RESTAURANDO UM DELTA 1000

Parte III

 O Transformador de filamento

Desmontagem e remontagem do transformador

Como antecipado, o transformador de filamento estava com muita oxidação nas chapas de ferro, o que causa o efeito de espira em curto pelo ferro.

As chapas foram retiradas. As chapas usadas são do tipo E I.

E foram mergulhadas em verniz para ser novamente colocadas. O verniz que utilizei, tipo Sparlack para uso em madeira, é de secagem lenta (8 horas). Deixei 3 horas para aderir mas não esperei secar, o que dificultaria a recolocação.
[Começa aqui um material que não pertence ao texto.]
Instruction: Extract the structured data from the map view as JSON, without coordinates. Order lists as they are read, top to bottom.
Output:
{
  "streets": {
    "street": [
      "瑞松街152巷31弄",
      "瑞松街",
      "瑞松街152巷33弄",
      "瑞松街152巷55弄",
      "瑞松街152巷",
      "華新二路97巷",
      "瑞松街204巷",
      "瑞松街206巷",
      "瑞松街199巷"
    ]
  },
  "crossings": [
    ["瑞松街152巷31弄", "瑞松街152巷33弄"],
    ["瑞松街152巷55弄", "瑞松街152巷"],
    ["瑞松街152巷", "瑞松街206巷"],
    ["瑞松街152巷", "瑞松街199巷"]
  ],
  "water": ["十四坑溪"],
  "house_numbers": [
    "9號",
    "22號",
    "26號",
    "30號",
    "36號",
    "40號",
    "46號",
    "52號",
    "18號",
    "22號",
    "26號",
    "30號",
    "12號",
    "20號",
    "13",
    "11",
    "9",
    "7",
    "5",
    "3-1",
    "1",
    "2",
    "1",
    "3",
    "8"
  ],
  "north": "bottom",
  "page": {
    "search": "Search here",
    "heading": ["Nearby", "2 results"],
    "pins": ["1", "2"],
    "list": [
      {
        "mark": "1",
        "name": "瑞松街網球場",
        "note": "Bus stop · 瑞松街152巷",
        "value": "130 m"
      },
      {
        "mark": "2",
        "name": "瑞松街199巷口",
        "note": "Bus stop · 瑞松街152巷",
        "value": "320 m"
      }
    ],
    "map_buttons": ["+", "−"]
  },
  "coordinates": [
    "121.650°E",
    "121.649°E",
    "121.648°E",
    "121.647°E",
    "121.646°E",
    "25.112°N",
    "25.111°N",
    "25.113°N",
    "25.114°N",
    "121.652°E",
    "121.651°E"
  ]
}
A camada de verniz fará com que a espessura total aumente, de modo que não se consegue recolocar todas as chapas. Isso não constitui problema. No meu caso foram 6 chapas que não entraram. Na montagem original elas se encontravam colocadas duas a duas, preferi alternando uma a uma, mais trabalho porém um tiquinho melhor. A intenção é diminuir o "gap", espaço de ar entre o ferro, aumentando o interlaçamento de chapas.

Ei-lo remontado:

Resultados

Testei o transformador fora do linear, usando resistores de alta potência para simular a mesma carga. Houve melhora mas pouca. De fato errei em não medir completamente o transformador ANTES do serviço.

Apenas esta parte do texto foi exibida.